Cheshire Constabulary has implemented a robust action plan to tackle domestic abuse during the busy World Cup period.
This year’s World Cup is the first time that a global men’s tournament has taken place out of the traditional summer period. It is anticipated that licensed premises will be very busy during this time, especially due to the overlap with the start of the festive period.
Keeping people safe in the night-time economy (NTE) and managing domestic abuse incidents are key focus areas.
Additional officers will be patrolling busy NTE hotspots with safety vehicles on standby to help those who are feeling vulnerable.
The new ‘safe space’ safety vehicles will be situated in areas where there are high levels of night life. They will be clearly visible with the Constabulary’s Safer Streets branding and provide a safe space for vulnerable people. The vehicles will have on-board safety equipment such as defibrillators, first aid kits, phone chargers and bottles of water. They will be staffed by police officers and community safety specialists from partner agencies who will be on hand to ensure that anyone in need of help is cared for until they are able to go home safely.
Ahead of the tournament, officers from the county’s Local Policing Units are visiting licensed premises supplying them with updated information packs.
On busy nights, uniformed and plain clothes officers will be mingling in pubs and clubs watching for inappropriate behaviour and taking swift action against those looking to cause harm or nuisance.
The planned response to domestic abuse offences is multi-dimensional.
There will be double-crewed DA (Domestic Abuse) cars that will be used solely for responding rapidly to DA-related incidents.
Suspects who were arrested for DA assault during the UEFA Football tournament last year have been written to. The letter includes a reminder that there will be zero tolerance of further offending, an explanation of the Perpetrator Custody Programme, which is in operation in all of Cheshire’s custody suites, and an offer of support if they need help with their behaviour.

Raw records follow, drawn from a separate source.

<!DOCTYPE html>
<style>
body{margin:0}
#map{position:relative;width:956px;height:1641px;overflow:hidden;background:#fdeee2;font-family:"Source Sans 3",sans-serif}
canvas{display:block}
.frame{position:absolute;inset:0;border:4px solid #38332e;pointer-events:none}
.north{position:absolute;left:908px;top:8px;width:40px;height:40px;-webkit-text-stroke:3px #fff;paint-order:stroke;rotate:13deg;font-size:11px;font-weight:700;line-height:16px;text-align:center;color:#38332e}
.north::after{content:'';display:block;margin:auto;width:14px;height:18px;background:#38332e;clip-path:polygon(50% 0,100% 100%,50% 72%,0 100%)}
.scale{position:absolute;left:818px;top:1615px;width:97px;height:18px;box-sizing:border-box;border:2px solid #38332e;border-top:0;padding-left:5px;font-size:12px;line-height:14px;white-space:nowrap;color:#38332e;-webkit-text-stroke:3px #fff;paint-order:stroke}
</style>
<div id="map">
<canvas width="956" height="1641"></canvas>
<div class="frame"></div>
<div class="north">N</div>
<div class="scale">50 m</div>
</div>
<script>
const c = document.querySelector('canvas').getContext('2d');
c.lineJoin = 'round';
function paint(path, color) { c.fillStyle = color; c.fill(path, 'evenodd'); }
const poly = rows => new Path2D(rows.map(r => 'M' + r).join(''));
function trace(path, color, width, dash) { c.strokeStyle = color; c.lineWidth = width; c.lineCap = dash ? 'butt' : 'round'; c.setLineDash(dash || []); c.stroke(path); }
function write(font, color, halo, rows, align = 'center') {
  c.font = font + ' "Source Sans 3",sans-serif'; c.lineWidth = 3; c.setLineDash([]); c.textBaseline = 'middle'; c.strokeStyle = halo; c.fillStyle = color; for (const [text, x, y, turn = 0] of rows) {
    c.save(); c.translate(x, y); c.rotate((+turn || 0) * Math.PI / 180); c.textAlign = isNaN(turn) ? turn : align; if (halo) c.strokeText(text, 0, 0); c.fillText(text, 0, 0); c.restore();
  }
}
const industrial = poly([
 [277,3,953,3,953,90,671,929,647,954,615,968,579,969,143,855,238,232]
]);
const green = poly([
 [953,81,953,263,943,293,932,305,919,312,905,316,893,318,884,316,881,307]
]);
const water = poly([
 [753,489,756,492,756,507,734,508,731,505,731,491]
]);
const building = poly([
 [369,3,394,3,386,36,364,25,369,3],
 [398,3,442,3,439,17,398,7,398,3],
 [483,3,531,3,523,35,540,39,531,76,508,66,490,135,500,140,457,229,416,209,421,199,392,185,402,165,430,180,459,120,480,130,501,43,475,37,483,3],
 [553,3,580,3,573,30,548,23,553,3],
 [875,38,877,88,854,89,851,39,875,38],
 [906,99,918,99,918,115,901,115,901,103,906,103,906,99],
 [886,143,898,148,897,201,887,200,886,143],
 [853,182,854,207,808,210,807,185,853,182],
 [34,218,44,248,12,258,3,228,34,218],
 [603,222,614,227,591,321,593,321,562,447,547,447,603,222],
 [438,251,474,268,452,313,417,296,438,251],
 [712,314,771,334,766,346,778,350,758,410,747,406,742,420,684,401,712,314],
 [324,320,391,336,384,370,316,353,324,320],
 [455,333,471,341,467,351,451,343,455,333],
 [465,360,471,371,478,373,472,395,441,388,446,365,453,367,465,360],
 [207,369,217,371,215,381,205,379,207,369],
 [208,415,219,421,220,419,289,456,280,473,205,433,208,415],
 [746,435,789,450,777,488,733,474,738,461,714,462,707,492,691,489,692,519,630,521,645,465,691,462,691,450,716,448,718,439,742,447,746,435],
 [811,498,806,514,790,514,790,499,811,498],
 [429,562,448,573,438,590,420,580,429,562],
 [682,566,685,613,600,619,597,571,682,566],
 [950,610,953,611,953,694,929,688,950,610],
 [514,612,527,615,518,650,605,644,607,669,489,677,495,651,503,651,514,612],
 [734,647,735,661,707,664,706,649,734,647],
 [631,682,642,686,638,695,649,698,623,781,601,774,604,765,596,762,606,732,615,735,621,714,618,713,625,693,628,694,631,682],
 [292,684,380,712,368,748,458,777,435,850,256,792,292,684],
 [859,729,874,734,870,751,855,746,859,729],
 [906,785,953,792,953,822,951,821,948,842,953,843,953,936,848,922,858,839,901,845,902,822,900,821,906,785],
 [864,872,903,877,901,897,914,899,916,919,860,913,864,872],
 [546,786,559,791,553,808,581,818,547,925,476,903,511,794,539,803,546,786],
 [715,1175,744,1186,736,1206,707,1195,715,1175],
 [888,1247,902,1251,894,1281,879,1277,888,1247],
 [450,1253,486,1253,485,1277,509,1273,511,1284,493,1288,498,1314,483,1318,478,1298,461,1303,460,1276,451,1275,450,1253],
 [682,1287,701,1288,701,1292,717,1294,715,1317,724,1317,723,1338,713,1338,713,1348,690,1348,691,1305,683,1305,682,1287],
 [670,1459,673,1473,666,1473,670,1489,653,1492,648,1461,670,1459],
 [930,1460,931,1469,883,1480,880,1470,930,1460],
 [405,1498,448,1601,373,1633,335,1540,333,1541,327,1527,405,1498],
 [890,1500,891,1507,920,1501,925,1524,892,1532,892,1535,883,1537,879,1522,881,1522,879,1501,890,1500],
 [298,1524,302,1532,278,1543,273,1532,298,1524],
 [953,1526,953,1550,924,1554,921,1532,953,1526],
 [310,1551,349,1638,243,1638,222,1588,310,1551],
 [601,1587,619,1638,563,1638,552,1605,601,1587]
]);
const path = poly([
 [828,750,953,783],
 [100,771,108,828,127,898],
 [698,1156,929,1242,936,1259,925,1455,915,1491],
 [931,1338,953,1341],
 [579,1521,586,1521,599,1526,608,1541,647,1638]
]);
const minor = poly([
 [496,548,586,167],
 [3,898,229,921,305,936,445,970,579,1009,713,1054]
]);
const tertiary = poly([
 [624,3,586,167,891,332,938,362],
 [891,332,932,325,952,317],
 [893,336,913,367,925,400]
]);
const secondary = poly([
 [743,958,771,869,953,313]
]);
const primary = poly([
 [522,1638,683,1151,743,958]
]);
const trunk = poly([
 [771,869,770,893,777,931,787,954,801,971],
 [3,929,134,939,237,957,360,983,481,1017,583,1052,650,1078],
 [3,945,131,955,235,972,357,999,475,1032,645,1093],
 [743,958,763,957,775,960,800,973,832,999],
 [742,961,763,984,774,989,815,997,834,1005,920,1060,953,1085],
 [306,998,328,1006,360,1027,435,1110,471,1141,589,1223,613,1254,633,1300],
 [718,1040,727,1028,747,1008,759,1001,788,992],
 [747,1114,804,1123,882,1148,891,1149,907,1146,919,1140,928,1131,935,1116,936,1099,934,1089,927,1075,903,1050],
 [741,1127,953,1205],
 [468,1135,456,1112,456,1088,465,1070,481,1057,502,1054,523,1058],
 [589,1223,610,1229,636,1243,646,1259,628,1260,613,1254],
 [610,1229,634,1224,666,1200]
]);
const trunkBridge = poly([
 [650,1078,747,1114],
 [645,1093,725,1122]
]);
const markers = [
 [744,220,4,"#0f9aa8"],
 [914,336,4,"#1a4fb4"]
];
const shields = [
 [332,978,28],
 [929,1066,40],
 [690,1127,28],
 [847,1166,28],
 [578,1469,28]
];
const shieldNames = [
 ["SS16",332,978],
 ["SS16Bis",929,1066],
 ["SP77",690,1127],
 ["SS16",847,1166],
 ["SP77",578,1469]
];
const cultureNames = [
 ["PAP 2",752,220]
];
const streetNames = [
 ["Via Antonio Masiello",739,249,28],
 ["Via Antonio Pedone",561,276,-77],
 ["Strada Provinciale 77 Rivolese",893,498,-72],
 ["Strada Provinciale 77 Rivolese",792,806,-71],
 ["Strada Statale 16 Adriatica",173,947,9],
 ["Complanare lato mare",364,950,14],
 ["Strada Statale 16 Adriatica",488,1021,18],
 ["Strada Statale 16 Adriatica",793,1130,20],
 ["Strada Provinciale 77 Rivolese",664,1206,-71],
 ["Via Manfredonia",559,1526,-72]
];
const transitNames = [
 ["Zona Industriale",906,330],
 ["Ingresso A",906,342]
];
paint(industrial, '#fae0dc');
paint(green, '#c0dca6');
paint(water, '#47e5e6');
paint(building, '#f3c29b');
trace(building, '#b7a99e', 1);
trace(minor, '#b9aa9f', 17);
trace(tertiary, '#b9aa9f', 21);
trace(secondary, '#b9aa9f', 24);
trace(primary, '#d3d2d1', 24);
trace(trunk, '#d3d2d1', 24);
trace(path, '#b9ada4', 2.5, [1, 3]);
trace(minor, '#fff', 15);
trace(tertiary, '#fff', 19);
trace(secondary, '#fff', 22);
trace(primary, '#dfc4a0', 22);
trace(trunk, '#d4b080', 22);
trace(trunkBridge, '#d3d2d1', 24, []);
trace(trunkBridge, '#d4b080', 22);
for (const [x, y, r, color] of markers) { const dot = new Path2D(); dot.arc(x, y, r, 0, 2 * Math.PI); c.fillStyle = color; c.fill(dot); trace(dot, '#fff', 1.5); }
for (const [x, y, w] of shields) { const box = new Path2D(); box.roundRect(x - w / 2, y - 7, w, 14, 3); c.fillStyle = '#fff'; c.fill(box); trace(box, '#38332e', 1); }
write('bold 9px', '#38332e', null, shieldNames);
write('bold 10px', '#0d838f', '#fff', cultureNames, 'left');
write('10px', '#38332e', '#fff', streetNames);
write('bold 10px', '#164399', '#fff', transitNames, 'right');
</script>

The Perpetrator Custody Programme means that a support worker from the charity My CWA (formerly Cheshire Without Abuse) is on duty at each of the custody suites ready to engage with DA offenders about offender programmes and coping mechanisms.
The community-based support programme does not replace the criminal process and outcomes, but it does provide those who have offended with the opportunity to change and avoid future harmful actions, resulting in a break in the cycle of abuse.
Police and Crime Commissioner for Cheshire, John Dwyer said:
“Sadly we know all too well that an increase in domestic abuse offences can coincide with major football tournaments, so I’m pleased to see the Constabulary taking robust action to prevent and tackle it as we approach the World Cup.
“Securing funding for new safety vehicles and the Perpetrator Custody programme has been a key part of my commitment to tackling domestic abuse at its root cause and supporting victims where it happens.
“I urge anyone experiencing domestic abuse at any time of the year to report this to the police, so you can get the support you deserve and offenders can be dealt with appropriately.”
Superintendent Claire Jesson said:
“Football brings people together in their desire to see their team succeed. But sadly, what’s often unseen and away from the pitch, is the increase of domestic abuse offences that are reported during football tournaments.
“Cheshire’s police officers are only too familiar with how football can bring out the best in people but also the worst.
“While we recognise that not all offenders are male and not all victims are female, statistically domestic abuse remains a predominantly male on female offence.
“And all too often we see male passions for football turn to aggression towards the women and girls in their lives.
“As a police force, we focus on domestic abuse all year round but football tournaments like the World Cup are always a time to amplify that focus and double down on offenders.
“These are the times when we see a tangible spike and we are ready to act.”